• **Exercise objective**: Set down exactly the lines of the records from the top to the line containing "display:flex; align-items:center; gap:10px;"; include both.

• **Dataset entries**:
+++++

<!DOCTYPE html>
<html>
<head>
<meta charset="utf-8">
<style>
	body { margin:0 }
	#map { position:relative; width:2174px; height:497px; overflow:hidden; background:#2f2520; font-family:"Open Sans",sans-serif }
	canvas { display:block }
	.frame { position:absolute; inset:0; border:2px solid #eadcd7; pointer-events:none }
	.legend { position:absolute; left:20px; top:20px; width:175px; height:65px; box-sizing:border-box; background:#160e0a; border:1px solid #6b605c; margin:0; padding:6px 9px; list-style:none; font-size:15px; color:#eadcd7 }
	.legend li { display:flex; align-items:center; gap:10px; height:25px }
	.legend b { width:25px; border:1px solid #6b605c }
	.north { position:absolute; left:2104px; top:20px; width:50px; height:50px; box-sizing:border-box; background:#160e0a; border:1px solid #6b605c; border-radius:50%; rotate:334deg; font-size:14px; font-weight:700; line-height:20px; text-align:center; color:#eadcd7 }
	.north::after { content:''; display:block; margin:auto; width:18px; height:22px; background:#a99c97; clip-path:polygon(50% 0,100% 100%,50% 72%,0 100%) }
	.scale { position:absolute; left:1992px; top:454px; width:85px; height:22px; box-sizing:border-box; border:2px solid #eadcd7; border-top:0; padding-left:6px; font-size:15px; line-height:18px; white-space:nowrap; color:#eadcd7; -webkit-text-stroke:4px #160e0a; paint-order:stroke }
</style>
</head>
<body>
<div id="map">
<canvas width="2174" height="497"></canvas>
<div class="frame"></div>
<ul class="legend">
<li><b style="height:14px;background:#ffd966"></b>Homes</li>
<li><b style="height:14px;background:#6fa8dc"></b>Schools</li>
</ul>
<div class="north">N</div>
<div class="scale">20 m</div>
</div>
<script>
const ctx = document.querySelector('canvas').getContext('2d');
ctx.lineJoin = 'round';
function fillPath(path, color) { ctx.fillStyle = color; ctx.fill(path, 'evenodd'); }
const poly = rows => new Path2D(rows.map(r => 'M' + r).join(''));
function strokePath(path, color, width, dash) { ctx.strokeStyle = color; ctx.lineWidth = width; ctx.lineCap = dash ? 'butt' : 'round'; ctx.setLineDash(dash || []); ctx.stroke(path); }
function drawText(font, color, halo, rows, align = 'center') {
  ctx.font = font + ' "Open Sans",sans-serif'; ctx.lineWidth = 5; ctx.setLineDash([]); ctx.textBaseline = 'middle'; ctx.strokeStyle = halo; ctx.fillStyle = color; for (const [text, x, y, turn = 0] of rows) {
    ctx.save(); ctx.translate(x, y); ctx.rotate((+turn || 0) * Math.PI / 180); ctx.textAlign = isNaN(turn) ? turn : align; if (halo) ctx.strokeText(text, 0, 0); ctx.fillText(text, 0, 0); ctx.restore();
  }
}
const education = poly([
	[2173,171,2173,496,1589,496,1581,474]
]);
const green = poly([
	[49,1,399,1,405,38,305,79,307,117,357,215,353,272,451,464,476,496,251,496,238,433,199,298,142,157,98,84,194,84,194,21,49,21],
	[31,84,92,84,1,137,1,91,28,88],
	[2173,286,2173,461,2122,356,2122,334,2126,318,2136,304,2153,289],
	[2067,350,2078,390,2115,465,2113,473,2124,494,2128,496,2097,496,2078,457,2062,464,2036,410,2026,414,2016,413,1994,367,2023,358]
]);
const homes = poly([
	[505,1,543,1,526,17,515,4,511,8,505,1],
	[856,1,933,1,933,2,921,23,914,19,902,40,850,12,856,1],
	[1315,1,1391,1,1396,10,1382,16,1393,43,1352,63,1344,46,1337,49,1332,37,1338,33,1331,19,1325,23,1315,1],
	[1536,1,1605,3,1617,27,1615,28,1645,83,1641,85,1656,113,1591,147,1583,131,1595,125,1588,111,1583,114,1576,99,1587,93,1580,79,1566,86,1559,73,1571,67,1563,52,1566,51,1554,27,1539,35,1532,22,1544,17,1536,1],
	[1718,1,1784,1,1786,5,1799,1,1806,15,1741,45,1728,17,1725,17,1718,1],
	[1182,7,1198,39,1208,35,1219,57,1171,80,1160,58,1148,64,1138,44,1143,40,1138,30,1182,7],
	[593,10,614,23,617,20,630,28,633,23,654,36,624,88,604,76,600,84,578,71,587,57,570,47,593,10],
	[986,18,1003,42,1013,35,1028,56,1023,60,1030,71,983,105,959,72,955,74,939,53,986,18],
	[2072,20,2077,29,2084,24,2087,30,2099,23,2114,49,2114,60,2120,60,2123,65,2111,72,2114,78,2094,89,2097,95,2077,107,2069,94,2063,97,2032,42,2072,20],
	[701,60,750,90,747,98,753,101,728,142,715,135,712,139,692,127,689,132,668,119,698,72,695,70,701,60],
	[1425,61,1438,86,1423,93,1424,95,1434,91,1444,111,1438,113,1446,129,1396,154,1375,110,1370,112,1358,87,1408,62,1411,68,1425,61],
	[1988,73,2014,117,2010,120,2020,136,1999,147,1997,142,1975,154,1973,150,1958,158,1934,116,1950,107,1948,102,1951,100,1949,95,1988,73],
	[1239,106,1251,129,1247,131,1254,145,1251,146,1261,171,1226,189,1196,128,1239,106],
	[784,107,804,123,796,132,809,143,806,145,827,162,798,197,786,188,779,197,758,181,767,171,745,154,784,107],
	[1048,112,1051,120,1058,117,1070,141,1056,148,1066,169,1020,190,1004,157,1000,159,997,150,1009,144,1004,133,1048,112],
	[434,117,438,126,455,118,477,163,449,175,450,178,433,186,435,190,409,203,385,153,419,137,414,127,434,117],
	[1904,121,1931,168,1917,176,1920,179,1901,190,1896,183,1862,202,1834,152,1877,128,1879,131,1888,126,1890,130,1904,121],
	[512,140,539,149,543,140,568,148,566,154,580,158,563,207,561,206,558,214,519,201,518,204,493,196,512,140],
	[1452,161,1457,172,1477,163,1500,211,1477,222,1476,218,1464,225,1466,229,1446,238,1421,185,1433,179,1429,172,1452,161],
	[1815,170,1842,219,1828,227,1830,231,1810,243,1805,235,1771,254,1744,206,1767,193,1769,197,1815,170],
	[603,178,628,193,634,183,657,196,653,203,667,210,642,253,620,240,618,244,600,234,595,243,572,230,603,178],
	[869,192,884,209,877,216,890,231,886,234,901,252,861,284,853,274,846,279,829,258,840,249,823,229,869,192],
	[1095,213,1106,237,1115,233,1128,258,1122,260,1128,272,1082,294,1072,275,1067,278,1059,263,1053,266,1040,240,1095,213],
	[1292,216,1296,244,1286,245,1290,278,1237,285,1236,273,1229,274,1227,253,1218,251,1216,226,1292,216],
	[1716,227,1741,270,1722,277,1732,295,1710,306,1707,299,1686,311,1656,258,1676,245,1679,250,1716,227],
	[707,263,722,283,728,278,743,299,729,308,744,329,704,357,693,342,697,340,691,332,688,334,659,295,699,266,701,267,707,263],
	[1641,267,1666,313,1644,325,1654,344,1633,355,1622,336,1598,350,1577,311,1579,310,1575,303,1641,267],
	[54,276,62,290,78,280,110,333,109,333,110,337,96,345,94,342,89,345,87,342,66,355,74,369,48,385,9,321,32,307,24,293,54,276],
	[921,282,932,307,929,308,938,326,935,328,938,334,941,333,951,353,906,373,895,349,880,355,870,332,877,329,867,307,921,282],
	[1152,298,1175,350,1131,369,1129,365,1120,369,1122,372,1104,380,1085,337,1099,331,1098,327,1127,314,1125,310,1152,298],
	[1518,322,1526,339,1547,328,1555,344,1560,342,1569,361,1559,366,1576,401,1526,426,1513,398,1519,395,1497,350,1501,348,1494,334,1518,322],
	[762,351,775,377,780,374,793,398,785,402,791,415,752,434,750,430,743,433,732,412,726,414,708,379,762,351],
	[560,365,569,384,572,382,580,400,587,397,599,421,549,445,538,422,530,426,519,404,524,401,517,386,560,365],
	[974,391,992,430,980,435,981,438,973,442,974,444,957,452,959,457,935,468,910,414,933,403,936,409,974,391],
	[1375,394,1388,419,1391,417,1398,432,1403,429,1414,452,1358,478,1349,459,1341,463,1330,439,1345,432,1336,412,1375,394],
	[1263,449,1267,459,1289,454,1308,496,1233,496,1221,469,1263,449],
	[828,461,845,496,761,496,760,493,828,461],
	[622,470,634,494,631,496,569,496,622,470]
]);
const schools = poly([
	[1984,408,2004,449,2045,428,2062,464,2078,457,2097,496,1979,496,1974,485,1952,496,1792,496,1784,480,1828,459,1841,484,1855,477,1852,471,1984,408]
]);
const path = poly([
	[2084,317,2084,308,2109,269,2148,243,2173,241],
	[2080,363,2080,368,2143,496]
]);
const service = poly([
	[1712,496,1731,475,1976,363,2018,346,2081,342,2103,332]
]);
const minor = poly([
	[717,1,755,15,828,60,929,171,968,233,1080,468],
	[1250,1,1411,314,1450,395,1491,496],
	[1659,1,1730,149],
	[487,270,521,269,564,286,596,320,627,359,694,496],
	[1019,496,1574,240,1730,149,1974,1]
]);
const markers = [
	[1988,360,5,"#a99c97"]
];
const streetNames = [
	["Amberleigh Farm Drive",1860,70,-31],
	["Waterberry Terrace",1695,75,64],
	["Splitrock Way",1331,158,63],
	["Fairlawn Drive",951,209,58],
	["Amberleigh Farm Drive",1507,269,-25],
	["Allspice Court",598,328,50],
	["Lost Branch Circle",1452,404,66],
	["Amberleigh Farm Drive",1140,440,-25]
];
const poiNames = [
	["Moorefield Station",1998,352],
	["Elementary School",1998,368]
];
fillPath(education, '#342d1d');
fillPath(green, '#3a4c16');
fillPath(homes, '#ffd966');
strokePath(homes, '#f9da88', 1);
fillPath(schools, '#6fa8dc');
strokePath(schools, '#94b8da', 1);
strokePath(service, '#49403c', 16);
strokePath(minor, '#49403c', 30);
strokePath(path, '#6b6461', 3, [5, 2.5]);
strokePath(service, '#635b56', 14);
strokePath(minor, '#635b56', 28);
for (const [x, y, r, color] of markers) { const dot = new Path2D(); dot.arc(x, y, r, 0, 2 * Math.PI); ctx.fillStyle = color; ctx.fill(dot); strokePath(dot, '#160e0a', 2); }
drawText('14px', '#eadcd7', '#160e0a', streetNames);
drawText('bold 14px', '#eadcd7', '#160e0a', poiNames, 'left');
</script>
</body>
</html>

+++++

• **Output**:
<!DOCTYPE html>
<html>
<head>
<meta charset="utf-8">
<style>
	body { margin:0 }
	#map { position:relative; width:2174px; height:497px; overflow:hidden; background:#2f2520; font-family:"Open Sans",sans-serif }
	canvas { display:block }
	.frame { position:absolute; inset:0; border:2px solid #eadcd7; pointer-events:none }
	.legend { position:absolute; left:20px; top:20px; width:175px; height:65px; box-sizing:border-box; background:#160e0a; border:1px solid #6b605c; margin:0; padding:6px 9px; list-style:none; font-size:15px; color:#eadcd7 }
	.legend li { display:flex; align-items:center; gap:10px; height:25px }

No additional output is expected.